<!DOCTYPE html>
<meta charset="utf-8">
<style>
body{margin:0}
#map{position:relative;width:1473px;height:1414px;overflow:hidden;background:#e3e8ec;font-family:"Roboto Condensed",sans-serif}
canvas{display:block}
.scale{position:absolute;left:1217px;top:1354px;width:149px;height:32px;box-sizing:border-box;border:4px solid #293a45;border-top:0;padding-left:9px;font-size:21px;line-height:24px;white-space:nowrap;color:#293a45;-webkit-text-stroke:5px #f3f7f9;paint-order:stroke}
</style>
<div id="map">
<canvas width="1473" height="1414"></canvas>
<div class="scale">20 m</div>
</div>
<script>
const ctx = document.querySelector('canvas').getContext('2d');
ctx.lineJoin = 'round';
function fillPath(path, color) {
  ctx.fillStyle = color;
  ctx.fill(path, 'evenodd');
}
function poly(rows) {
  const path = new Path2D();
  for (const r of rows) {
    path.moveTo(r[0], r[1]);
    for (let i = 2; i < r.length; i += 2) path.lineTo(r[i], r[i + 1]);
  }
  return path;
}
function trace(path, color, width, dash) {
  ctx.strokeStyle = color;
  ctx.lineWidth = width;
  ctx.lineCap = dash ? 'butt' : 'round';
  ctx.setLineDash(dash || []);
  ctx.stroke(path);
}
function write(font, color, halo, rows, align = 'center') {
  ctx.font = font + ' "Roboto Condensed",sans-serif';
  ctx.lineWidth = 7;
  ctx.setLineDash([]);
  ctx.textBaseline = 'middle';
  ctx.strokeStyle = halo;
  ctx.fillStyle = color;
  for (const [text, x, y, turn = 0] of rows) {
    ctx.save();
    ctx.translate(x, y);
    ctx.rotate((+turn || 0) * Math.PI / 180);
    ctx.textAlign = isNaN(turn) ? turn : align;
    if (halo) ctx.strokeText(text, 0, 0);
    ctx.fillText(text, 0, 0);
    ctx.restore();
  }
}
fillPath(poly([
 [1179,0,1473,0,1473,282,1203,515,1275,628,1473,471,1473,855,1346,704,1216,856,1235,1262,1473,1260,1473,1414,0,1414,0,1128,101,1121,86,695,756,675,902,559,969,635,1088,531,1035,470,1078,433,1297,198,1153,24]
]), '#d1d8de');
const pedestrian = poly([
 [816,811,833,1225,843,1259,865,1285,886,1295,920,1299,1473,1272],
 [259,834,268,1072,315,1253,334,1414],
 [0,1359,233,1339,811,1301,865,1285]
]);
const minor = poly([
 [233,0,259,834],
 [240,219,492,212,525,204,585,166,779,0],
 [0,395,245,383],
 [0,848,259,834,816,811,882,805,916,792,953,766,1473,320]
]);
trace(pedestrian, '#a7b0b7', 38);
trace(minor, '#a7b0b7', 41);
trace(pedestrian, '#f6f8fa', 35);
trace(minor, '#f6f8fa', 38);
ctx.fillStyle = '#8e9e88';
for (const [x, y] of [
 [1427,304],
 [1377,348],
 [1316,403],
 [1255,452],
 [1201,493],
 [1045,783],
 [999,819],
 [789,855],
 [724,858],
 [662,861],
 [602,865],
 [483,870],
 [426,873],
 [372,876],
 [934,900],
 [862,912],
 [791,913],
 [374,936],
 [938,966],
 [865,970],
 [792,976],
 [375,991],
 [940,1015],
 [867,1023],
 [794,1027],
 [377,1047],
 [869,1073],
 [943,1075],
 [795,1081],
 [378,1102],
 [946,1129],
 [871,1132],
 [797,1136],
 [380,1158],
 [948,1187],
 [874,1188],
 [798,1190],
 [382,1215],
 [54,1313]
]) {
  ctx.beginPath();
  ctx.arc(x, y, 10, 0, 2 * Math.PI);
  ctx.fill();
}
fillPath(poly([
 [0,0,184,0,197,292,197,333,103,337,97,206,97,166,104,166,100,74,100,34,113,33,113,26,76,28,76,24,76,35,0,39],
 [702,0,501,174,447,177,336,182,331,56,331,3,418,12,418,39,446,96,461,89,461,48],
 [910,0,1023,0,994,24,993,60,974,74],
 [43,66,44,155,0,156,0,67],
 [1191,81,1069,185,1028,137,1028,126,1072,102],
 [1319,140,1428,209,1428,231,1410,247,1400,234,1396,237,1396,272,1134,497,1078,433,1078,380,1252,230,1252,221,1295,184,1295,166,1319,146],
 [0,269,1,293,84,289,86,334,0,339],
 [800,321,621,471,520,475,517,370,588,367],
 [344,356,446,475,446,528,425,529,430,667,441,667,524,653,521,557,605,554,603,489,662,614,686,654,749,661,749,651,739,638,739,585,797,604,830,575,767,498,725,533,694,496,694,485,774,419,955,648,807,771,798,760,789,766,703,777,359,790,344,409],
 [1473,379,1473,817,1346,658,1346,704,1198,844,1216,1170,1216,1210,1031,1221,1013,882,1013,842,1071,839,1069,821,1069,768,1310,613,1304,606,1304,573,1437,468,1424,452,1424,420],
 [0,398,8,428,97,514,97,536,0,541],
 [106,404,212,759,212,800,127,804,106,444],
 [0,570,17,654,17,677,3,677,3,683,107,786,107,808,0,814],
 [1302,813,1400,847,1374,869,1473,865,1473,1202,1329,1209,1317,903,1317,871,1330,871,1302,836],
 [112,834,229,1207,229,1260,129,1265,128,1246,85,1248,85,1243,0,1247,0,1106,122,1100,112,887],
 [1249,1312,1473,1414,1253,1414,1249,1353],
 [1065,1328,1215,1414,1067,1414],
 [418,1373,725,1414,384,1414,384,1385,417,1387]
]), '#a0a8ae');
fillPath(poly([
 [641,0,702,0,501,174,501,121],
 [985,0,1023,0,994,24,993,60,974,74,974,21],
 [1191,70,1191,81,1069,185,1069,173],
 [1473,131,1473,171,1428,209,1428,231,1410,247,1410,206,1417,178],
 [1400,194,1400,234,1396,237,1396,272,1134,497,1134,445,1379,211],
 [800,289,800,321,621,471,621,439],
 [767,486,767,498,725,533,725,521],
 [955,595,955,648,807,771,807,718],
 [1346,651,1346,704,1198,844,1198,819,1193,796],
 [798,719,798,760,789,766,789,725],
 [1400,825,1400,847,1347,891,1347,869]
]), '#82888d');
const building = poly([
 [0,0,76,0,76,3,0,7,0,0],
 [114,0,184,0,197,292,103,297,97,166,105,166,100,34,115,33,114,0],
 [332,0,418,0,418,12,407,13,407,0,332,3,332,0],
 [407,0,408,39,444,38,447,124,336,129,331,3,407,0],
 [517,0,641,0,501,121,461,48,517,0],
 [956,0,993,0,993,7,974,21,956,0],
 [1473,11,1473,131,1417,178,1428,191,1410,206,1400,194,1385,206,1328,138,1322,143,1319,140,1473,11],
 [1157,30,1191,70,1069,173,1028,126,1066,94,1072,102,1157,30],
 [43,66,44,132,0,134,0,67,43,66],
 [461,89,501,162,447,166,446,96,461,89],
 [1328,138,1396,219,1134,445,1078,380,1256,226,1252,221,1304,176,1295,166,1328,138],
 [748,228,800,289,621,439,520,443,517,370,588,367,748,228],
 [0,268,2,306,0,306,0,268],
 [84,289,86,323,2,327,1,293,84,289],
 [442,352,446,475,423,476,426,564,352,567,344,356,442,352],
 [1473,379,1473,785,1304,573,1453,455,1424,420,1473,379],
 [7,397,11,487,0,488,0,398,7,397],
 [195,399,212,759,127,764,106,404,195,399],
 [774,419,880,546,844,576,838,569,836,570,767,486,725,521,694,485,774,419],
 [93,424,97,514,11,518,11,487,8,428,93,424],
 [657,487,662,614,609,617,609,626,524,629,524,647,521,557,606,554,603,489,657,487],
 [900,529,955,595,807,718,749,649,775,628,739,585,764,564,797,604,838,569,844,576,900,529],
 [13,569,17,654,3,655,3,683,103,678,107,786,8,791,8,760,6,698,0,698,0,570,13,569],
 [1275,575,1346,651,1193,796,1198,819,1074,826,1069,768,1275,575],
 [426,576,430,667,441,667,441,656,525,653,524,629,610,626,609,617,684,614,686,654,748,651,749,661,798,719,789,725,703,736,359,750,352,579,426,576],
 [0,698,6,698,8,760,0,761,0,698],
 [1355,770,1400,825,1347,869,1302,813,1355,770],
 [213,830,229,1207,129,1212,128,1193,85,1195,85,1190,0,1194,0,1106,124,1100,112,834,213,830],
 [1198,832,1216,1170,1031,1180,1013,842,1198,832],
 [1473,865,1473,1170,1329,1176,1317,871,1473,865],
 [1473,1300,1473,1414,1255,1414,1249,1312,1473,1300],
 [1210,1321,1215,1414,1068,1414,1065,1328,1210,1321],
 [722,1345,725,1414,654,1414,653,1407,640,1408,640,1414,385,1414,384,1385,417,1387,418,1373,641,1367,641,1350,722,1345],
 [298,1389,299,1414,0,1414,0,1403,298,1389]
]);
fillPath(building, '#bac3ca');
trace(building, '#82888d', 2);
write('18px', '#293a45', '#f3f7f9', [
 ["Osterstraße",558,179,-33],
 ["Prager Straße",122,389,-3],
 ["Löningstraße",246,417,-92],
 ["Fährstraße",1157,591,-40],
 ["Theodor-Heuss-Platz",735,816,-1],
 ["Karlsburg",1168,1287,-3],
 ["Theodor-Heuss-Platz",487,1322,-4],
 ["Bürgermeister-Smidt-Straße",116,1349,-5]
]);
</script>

▶ [WORK INSTRUCTION] Each line of the data that holds "canvas" should be reported.

▶ [RESPONSE TO THE TASK]
canvas{display:block}
<canvas width="1473" height="1414"></canvas>
const ctx = document.querySelector('canvas').getContext('2d');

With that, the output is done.